- Opening Delimiter -
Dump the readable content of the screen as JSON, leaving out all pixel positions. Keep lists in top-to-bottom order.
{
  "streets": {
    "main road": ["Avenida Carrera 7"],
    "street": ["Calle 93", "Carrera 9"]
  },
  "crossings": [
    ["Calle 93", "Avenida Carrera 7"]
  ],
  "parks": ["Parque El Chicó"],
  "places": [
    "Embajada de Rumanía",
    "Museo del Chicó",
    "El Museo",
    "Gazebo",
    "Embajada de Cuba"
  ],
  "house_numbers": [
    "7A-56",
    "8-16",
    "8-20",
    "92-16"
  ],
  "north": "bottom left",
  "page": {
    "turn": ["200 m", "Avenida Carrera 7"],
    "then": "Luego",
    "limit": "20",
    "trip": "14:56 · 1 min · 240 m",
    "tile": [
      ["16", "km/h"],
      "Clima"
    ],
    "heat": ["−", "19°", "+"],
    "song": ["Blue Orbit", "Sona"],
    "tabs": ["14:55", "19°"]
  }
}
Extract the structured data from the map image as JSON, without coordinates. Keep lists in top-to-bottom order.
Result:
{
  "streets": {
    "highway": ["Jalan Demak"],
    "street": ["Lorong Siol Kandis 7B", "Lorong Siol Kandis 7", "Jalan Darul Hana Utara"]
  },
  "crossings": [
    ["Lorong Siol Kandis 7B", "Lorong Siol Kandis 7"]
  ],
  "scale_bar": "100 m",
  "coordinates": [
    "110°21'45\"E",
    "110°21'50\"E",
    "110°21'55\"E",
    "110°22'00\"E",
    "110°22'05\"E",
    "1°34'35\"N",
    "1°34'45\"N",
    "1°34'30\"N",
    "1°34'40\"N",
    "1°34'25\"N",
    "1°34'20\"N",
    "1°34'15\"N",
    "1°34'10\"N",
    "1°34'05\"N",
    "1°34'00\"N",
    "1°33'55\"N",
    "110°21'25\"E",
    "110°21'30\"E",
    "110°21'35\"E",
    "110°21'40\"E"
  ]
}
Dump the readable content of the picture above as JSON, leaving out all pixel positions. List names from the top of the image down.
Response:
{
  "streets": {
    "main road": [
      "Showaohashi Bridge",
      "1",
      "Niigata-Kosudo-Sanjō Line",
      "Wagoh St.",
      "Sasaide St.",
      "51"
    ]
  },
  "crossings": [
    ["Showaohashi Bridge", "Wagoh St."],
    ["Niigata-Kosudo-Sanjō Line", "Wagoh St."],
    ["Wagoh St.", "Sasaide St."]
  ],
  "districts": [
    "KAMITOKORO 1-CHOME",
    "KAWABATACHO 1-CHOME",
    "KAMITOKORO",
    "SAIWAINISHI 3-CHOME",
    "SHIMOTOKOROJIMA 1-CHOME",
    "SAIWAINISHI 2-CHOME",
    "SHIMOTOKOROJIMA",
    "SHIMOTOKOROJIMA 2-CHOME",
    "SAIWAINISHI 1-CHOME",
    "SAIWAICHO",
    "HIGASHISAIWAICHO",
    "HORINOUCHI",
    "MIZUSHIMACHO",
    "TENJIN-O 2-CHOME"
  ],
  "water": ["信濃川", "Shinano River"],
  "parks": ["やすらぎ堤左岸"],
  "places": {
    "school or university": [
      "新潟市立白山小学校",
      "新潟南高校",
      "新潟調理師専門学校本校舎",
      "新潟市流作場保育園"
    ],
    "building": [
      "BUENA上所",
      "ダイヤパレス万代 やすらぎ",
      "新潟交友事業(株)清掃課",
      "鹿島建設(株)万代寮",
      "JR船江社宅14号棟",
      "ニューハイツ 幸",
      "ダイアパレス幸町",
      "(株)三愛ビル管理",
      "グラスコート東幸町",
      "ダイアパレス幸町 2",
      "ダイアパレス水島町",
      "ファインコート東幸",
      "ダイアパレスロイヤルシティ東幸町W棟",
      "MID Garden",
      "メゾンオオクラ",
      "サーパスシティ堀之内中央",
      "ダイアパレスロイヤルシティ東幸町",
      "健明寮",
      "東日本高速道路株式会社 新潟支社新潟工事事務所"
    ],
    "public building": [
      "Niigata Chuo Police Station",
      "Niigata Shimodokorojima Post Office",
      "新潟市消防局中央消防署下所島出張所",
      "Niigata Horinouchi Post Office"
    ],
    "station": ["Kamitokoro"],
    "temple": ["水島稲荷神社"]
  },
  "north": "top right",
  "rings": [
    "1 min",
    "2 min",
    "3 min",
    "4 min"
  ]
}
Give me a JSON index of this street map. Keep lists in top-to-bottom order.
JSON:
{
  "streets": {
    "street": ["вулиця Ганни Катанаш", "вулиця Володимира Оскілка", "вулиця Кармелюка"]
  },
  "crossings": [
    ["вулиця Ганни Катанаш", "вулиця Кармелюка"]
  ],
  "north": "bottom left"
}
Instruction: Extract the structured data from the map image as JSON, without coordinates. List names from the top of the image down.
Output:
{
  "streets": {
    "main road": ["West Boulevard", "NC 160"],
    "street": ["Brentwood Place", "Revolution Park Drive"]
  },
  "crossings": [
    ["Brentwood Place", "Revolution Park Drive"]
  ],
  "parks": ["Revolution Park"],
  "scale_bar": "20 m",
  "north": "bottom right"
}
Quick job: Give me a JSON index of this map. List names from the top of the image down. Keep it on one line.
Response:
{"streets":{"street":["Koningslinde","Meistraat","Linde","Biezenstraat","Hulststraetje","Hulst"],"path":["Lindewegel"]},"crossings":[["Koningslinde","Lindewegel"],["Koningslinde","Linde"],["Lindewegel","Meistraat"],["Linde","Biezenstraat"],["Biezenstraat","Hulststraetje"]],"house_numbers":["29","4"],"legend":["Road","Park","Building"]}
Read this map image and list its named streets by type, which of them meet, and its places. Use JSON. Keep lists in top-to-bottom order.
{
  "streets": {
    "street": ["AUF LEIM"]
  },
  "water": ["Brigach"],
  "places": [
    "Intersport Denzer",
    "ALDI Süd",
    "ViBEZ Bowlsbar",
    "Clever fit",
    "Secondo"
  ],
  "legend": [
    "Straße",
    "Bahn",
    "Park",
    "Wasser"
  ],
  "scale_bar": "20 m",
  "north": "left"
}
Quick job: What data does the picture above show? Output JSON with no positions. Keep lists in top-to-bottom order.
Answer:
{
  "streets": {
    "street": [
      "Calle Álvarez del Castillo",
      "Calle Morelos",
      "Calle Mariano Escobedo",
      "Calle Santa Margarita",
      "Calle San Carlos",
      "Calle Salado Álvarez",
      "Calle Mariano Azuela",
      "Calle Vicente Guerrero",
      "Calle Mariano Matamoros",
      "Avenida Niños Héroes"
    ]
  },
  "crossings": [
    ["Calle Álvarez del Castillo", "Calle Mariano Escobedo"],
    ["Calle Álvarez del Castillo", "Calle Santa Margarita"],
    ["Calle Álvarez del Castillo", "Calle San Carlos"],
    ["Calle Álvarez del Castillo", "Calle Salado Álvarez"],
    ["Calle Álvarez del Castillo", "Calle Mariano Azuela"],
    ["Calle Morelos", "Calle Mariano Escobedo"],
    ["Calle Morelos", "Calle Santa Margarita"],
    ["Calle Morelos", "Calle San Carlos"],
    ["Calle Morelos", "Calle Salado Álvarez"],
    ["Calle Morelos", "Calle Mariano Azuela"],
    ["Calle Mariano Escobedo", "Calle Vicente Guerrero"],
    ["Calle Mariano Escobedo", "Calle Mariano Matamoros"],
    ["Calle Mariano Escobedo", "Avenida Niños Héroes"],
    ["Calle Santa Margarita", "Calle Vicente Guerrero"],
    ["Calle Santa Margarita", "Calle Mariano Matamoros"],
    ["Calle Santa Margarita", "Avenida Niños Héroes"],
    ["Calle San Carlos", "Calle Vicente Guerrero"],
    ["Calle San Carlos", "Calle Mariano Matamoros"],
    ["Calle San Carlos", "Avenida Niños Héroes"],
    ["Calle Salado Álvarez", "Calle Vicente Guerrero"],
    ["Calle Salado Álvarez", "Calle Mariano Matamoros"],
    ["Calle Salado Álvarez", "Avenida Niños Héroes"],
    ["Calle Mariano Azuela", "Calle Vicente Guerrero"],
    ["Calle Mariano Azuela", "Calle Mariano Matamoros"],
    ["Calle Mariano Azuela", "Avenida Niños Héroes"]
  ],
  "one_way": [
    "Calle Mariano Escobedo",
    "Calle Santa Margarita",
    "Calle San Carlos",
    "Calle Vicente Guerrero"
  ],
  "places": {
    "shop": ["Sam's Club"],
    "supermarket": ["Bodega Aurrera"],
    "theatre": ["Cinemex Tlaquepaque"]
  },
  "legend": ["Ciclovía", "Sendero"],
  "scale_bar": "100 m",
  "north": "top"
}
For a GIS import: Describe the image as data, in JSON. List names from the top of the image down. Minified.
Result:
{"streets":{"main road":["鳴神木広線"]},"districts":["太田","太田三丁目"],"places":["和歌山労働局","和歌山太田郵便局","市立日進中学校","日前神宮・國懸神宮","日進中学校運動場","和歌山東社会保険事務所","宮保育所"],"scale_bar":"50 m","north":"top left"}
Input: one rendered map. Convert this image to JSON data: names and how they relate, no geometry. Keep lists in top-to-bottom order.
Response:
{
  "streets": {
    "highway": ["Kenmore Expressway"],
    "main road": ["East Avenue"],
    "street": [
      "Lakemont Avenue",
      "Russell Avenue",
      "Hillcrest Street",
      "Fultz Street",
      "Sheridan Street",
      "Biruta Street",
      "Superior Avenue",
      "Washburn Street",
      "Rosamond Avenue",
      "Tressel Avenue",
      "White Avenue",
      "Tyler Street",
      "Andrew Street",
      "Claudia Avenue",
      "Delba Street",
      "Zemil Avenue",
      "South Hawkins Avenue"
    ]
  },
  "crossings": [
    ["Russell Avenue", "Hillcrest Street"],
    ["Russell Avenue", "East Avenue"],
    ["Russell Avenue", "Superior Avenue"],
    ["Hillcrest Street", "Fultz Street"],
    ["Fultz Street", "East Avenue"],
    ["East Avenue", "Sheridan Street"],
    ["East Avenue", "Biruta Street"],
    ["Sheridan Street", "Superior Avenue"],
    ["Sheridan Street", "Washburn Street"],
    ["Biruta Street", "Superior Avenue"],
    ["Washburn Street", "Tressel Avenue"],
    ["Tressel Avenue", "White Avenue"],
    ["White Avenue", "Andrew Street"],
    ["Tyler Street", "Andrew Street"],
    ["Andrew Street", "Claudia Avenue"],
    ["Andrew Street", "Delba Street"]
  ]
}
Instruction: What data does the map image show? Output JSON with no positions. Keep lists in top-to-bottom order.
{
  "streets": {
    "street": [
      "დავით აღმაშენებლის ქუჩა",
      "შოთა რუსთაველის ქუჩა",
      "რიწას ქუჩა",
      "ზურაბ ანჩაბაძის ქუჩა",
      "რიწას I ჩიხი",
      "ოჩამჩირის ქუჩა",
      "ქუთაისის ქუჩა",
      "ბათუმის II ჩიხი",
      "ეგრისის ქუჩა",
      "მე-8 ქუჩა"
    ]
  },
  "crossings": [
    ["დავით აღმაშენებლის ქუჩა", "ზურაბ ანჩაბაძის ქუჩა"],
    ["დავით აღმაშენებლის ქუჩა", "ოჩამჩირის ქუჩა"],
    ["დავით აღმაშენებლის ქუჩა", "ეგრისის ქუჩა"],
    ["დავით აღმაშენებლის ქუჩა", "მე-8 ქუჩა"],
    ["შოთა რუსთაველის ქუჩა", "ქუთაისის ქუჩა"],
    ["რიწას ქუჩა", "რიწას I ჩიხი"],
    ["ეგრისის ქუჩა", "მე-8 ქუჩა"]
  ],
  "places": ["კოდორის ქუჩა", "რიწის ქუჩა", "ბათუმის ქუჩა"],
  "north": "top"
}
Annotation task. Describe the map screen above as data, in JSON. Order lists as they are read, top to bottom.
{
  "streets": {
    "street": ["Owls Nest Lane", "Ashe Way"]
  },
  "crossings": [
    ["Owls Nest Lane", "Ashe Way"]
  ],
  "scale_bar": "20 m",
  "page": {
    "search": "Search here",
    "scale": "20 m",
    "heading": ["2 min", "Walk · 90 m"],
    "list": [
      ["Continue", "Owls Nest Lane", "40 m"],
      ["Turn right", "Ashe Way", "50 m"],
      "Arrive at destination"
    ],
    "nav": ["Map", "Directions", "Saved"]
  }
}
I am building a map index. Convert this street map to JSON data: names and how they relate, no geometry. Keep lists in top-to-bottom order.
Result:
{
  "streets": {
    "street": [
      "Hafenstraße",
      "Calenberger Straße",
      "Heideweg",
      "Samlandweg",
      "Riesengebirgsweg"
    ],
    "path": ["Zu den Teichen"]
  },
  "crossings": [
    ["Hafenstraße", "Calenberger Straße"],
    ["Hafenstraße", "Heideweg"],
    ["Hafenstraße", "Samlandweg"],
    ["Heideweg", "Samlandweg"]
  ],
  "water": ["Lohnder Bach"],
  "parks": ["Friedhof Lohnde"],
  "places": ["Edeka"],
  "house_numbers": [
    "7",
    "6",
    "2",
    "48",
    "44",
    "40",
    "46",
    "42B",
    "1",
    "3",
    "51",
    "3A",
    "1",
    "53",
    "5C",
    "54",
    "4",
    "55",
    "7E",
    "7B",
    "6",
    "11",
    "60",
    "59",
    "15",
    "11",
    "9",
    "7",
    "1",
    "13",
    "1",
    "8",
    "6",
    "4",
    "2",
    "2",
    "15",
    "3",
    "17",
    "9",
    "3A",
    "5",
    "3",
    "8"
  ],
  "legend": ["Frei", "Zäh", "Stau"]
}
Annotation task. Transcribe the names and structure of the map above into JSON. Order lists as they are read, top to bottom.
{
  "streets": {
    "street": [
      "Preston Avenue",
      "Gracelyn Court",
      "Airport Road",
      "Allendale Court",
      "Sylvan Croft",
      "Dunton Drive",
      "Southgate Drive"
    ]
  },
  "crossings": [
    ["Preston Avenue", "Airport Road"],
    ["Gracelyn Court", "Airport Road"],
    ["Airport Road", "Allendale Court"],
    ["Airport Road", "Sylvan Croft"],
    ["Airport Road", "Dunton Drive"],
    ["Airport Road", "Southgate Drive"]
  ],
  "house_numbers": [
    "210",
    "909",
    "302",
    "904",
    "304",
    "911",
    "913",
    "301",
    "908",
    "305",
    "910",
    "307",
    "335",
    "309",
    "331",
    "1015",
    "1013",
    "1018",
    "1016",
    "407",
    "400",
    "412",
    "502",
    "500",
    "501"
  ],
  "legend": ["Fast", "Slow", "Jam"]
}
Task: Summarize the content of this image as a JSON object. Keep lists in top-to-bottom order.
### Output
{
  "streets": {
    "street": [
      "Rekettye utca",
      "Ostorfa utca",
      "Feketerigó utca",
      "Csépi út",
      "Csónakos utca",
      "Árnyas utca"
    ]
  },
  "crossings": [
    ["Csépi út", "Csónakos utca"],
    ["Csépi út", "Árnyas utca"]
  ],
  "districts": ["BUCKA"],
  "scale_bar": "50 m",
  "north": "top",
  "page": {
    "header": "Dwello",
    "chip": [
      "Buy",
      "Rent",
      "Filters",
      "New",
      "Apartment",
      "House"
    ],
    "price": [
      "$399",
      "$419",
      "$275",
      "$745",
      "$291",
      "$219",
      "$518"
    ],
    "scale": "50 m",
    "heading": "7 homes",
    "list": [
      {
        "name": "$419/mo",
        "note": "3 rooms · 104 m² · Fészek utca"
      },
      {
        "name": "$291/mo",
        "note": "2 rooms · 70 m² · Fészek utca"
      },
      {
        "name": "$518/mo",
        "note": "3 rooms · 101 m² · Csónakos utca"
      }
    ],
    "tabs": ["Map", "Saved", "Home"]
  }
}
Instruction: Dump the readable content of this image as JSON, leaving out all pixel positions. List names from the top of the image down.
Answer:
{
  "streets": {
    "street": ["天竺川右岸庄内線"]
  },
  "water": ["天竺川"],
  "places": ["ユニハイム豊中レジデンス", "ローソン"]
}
- Closing Delimiter -
Exercise: An exact transcription of the lines from the start of the listing through the line bearing "Dump the readable content of the picture" is the whole answer.

Written response:
Dump the readable content of the screen as JSON, leaving out all pixel positions. Keep lists in top-to-bottom order.
{
  "streets": {
    "main road": ["Avenida Carrera 7"],
    "street": ["Calle 93", "Carrera 9"]
  },
  "crossings": [
    ["Calle 93", "Avenida Carrera 7"]
  ],
  "parks": ["Parque El Chicó"],
  "places": [
    "Embajada de Rumanía",
    "Museo del Chicó",
    "El Museo",
    "Gazebo",
    "Embajada de Cuba"
  ],
  "house_numbers": [
    "7A-56",
    "8-16",
    "8-20",
    "92-16"
  ],
  "north": "bottom left",
  "page": {
    "turn": ["200 m", "Avenida Carrera 7"],
    "then": "Luego",
    "limit": "20",
    "trip": "14:56 · 1 min · 240 m",
    "tile": [
      ["16", "km/h"],
      "Clima"
    ],
    "heat": ["−", "19°", "+"],
    "song": ["Blue Orbit", "Sona"],
    "tabs": ["14:55", "19°"]
  }
}
Extract the structured data from the map image as JSON, without coordinates. Keep lists in top-to-bottom order.
Result:
{
  "streets": {
    "highway": ["Jalan Demak"],
    "street": ["Lorong Siol Kandis 7B", "Lorong Siol Kandis 7", "Jalan Darul Hana Utara"]
  },
  "crossings": [
    ["Lorong Siol Kandis 7B", "Lorong Siol Kandis 7"]
  ],
  "scale_bar": "100 m",
  "coordinates": [
    "110°21'45\"E",
    "110°21'50\"E",
    "110°21'55\"E",
    "110°22'00\"E",
    "110°22'05\"E",
    "1°34'35\"N",
    "1°34'45\"N",
    "1°34'30\"N",
    "1°34'40\"N",
    "1°34'25\"N",
    "1°34'20\"N",
    "1°34'15\"N",
    "1°34'10\"N",
    "1°34'05\"N",
    "1°34'00\"N",
    "1°33'55\"N",
    "110°21'25\"E",
    "110°21'30\"E",
    "110°21'35\"E",
    "110°21'40\"E"
  ]
}
Dump the readable content of the picture above as JSON, leaving out all pixel positions. List names from the top of the image down.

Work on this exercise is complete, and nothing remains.